WORK REQUEST - Copy each line containing the word "linecap" from the records that follow, please.

DATA FOR THIS TASK -
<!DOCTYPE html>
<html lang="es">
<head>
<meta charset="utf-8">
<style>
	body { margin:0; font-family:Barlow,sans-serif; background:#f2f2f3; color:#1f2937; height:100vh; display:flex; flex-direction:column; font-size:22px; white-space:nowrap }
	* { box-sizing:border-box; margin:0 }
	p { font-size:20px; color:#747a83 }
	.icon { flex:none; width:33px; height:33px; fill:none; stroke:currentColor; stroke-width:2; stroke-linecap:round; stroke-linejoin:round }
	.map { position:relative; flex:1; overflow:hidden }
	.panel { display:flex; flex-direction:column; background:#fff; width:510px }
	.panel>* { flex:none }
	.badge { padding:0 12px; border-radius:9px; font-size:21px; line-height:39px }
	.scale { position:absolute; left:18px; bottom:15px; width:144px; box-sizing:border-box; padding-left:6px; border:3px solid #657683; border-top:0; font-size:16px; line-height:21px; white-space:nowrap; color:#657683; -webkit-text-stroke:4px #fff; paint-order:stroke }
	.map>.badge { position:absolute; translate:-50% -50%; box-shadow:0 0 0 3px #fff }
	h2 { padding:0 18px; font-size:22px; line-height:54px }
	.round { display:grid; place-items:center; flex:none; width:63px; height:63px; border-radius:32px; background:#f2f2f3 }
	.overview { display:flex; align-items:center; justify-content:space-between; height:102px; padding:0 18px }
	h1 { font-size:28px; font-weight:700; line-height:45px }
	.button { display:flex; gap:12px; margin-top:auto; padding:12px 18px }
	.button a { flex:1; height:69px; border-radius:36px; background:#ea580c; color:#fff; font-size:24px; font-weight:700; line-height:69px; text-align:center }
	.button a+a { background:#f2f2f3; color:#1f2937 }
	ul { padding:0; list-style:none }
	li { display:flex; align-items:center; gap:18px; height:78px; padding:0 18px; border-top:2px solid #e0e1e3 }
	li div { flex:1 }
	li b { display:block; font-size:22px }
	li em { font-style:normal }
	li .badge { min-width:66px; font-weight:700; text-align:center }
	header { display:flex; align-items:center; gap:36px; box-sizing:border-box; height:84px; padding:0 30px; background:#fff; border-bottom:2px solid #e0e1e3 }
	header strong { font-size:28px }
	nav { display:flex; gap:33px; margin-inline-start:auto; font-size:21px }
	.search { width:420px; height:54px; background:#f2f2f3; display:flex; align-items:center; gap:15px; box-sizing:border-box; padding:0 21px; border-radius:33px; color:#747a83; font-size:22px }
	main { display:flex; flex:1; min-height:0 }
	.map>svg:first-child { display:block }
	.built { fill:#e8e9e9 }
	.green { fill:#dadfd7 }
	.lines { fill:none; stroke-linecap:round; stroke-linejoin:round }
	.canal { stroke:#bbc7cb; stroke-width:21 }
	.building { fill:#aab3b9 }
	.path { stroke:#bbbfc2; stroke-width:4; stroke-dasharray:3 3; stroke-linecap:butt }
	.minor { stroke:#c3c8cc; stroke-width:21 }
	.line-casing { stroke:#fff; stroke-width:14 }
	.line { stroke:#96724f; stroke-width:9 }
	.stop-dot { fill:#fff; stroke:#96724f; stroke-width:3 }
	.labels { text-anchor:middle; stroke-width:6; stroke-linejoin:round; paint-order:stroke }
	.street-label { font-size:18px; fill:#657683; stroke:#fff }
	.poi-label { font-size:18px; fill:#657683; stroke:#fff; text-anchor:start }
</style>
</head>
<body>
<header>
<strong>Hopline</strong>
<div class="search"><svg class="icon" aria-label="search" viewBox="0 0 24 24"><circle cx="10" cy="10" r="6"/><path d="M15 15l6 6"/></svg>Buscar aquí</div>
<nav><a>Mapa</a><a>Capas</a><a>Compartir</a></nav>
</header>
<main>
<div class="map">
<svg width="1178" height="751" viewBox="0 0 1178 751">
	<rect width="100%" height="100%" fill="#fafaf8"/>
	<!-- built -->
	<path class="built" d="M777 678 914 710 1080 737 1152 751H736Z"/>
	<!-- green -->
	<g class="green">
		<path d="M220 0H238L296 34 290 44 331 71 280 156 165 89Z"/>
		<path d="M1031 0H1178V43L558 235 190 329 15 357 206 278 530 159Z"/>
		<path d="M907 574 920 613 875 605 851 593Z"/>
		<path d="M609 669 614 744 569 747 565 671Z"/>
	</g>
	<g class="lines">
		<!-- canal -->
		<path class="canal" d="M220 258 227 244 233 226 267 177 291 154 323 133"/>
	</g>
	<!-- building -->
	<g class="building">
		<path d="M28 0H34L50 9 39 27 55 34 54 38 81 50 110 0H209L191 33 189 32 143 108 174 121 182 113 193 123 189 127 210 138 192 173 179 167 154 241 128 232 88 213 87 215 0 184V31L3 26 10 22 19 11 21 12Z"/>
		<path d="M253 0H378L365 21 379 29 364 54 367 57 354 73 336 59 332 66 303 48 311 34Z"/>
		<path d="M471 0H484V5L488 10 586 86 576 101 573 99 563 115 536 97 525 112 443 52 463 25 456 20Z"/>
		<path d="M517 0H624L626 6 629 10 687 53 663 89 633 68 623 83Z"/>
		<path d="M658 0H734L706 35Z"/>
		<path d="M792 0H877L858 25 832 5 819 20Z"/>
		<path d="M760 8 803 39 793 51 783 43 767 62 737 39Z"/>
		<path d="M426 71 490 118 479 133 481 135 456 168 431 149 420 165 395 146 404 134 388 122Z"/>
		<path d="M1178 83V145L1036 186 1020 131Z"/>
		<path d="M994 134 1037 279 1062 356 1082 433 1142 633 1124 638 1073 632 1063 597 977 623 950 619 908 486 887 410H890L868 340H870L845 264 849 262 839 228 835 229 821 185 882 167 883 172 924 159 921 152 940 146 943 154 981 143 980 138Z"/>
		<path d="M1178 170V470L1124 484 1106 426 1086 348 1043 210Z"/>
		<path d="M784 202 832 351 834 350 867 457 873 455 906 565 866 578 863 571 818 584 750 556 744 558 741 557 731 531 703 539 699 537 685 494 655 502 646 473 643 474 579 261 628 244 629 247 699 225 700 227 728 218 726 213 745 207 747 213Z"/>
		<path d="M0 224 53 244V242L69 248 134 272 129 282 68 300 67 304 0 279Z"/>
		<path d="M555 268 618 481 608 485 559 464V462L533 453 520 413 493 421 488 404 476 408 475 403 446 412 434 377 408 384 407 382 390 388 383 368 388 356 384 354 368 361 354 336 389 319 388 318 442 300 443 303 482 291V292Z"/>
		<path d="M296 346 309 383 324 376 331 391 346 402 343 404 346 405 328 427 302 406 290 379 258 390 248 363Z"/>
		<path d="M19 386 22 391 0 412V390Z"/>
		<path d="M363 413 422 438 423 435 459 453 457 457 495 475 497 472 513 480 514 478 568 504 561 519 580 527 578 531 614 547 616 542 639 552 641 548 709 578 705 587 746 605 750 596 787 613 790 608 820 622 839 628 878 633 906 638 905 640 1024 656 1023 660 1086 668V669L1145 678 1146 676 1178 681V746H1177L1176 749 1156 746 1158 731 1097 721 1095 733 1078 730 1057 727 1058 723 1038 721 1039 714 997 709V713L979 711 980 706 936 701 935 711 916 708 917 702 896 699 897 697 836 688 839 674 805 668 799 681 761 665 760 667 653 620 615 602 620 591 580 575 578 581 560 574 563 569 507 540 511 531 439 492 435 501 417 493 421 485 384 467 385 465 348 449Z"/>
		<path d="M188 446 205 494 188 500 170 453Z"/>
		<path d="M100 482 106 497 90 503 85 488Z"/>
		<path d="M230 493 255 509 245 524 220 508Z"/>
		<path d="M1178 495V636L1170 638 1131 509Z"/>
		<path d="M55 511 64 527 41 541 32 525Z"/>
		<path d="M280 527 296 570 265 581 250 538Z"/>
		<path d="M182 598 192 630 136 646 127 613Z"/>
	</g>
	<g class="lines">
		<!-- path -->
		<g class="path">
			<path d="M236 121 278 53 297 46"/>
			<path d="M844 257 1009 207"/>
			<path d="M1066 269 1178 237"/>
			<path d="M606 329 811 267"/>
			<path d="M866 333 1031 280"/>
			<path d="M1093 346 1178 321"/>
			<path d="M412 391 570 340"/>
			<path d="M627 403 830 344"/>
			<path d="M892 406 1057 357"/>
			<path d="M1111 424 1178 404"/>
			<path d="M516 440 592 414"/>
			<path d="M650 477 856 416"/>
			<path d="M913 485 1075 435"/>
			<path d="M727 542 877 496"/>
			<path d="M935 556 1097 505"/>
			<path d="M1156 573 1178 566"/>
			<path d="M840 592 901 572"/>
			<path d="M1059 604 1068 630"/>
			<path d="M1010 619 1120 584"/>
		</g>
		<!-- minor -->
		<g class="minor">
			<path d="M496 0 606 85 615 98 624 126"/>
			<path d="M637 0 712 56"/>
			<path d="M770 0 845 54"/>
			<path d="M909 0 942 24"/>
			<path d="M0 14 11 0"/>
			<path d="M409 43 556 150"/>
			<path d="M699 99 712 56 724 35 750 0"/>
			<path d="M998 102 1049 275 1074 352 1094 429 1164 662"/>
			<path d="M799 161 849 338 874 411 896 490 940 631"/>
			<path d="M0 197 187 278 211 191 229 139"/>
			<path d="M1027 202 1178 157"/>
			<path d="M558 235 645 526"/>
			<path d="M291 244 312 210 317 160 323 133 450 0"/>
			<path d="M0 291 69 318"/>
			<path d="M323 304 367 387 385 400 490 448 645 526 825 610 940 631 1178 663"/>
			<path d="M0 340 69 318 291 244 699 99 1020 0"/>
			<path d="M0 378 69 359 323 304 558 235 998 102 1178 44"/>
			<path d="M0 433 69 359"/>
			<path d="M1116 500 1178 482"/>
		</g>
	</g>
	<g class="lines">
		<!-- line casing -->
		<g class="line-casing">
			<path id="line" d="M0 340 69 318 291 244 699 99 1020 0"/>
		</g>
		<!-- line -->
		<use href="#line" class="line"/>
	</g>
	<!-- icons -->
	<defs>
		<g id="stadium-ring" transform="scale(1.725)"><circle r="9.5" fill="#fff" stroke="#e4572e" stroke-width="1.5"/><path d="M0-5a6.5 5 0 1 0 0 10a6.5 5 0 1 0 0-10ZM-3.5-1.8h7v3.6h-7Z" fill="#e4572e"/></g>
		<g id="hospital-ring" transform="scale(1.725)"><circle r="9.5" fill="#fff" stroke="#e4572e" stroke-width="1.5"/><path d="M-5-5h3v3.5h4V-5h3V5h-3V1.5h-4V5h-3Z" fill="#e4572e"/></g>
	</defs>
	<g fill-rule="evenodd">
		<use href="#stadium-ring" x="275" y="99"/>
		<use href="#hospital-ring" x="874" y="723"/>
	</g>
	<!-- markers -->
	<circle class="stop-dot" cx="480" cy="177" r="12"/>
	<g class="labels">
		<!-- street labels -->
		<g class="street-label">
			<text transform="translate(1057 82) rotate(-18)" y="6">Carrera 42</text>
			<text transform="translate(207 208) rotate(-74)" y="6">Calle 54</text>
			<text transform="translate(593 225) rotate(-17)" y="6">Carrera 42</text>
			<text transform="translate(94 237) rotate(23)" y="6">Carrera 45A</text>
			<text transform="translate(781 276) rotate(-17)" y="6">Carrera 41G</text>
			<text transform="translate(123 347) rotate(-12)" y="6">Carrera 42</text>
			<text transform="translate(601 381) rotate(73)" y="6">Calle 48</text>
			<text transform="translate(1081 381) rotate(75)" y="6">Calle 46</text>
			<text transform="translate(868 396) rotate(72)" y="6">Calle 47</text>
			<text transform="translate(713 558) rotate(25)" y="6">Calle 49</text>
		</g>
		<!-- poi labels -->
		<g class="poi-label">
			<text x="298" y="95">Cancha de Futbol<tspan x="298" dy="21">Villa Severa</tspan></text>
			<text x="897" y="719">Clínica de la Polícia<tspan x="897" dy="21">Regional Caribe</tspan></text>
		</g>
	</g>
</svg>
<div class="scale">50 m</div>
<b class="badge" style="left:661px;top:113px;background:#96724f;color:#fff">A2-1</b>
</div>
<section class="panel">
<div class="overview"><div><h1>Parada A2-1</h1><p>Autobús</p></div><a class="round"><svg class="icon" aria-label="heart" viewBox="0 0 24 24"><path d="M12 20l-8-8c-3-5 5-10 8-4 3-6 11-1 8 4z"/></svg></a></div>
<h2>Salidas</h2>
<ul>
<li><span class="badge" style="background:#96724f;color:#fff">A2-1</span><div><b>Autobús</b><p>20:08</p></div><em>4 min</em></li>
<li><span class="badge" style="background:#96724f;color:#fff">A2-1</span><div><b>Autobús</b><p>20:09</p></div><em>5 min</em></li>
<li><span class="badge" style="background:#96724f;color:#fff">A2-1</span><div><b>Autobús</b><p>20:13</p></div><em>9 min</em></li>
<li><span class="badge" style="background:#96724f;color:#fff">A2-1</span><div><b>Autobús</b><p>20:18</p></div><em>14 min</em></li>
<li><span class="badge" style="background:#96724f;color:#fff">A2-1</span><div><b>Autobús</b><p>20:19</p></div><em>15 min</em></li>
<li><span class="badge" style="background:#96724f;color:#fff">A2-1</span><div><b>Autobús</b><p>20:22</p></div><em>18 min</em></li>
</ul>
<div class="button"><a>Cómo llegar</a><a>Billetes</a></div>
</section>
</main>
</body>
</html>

SOLUTION BELOW -
	.icon { flex:none; width:33px; height:33px; fill:none; stroke:currentColor; stroke-width:2; stroke-linecap:round; stroke-linejoin:round }
	.lines { fill:none; stroke-linecap:round; stroke-linejoin:round }
	.path { stroke:#bbbfc2; stroke-width:4; stroke-dasharray:3 3; stroke-linecap:butt }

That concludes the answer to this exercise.